P: Repasemos sus visitas a la Argentina.

M:
Fui a La Trastienda con "Coplas de madrugá con el trío de Chano Domínguez. Luego volvimos al Teatro Coliseo. Después estuve con "25 años en directo" en el Gran Rex en 2012, con el piano de Jesús Lavilla y la guitarra de Raúl Rodríguez. Para mí, ir a Argentina es un regalo. Me siento muy feliz de volver, me encanta la cultura y la gente, me gusta la comida, las calles y los cafés de Buenos Aires, los rincones mágicos, el tango, me siento muy cerca en la conversación. Y en un lugar donde la emoción tiene tanta importancia y los sentimientos afloran en el arte en todas sus manifestaciones, llevar este disco con las canciones y el amor que le tenemos a Chavela, sabiendo cómo la han querido allí y cómo ella recordaba su amor por Argentina, es una ocasión muy apasionante y única, teniendo además a mi hijo como compañero musical, que se ha encargado de la producción, los arreglos y todo el proceso de trasladar las canciones a compás flamenco.

P: Respecto de eso, ¿qué sensación le produce cantar junto a su propio hijo?

M:
Sin duda es con quien mejor canto. Conoce mi repertorio y transita por los géneros con exquisita naturalidad, Es un enamorado de la música. El primer tresero flamenco y un gran guitarrista muy personal que conoce todo el proceso musical y que además siempre tiene ganas de aprender y no va de importante por la vida. Como persona, qué puedo decirte, es pa' comérselo. Y como músico todos lo quieren tener al lado.

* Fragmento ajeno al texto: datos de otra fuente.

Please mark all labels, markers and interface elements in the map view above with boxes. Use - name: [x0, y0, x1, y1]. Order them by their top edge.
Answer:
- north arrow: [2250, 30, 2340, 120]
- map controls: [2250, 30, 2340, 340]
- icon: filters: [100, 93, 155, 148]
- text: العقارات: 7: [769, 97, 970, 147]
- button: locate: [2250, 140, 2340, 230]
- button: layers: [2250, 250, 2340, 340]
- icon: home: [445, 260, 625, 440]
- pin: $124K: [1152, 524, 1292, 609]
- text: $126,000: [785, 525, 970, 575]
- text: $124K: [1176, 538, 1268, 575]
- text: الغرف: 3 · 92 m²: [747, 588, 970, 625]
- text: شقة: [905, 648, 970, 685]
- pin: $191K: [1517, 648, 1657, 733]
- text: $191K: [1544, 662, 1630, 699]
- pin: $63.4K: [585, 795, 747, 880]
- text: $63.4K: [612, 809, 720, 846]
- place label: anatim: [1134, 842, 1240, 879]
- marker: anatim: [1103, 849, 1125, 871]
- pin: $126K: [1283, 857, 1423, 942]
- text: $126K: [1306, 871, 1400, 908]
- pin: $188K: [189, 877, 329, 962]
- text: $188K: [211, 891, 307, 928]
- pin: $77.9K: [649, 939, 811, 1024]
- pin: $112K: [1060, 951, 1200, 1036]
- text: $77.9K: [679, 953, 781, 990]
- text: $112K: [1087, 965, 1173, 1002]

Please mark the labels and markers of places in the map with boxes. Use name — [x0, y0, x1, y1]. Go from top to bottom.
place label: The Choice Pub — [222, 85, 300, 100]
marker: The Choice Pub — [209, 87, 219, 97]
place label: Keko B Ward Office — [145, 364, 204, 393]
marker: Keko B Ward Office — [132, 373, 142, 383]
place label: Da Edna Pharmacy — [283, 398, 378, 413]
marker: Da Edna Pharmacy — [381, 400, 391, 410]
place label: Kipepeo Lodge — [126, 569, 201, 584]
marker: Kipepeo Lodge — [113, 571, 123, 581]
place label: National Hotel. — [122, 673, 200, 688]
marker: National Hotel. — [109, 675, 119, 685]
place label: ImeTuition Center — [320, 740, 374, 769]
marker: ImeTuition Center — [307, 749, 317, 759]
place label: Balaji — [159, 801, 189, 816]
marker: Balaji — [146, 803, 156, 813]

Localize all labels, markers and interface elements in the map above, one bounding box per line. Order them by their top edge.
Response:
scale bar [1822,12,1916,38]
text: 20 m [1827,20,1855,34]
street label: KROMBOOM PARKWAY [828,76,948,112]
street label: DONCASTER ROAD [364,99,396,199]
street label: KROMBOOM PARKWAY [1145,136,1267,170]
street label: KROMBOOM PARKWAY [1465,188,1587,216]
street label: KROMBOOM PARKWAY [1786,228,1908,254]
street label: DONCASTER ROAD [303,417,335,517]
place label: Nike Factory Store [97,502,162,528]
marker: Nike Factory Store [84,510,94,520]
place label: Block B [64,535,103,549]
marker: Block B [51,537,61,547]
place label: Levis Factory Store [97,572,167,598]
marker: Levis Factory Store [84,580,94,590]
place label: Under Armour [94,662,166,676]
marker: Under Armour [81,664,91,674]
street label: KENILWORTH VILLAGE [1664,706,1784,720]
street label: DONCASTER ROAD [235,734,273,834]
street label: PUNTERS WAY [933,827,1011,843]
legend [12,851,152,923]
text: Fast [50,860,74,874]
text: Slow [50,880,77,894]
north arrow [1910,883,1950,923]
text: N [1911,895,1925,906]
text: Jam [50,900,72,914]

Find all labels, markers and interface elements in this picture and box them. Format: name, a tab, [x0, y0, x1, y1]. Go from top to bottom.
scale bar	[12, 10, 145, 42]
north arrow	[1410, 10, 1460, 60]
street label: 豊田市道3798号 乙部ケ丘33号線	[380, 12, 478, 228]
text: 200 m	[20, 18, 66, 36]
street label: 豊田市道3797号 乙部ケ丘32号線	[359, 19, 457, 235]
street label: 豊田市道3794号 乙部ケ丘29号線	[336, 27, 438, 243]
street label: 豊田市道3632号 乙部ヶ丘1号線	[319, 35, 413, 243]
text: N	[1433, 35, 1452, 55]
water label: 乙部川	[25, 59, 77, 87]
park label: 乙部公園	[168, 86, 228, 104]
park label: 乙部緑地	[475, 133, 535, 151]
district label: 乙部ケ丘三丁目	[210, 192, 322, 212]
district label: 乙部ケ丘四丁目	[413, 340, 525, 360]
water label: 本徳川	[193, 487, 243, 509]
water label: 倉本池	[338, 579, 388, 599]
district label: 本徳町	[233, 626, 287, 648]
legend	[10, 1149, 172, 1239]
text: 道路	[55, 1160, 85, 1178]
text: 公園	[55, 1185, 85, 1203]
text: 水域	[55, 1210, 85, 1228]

P: ¿Cómo armará esta vez su concierto en Buenos Aires?

M:
El concierto es prioritariamente la presentación de este trabajo "De un mundo raro. Cantes por Chavela". Y en la segunda parte, tocaremos temas de mi repertorio anterior con arreglos de Raúl. Vamos los dos solos, en dúo, como lo hemos presentado en España. Es muy desnudo, pero a la vez muy intenso y apasionante.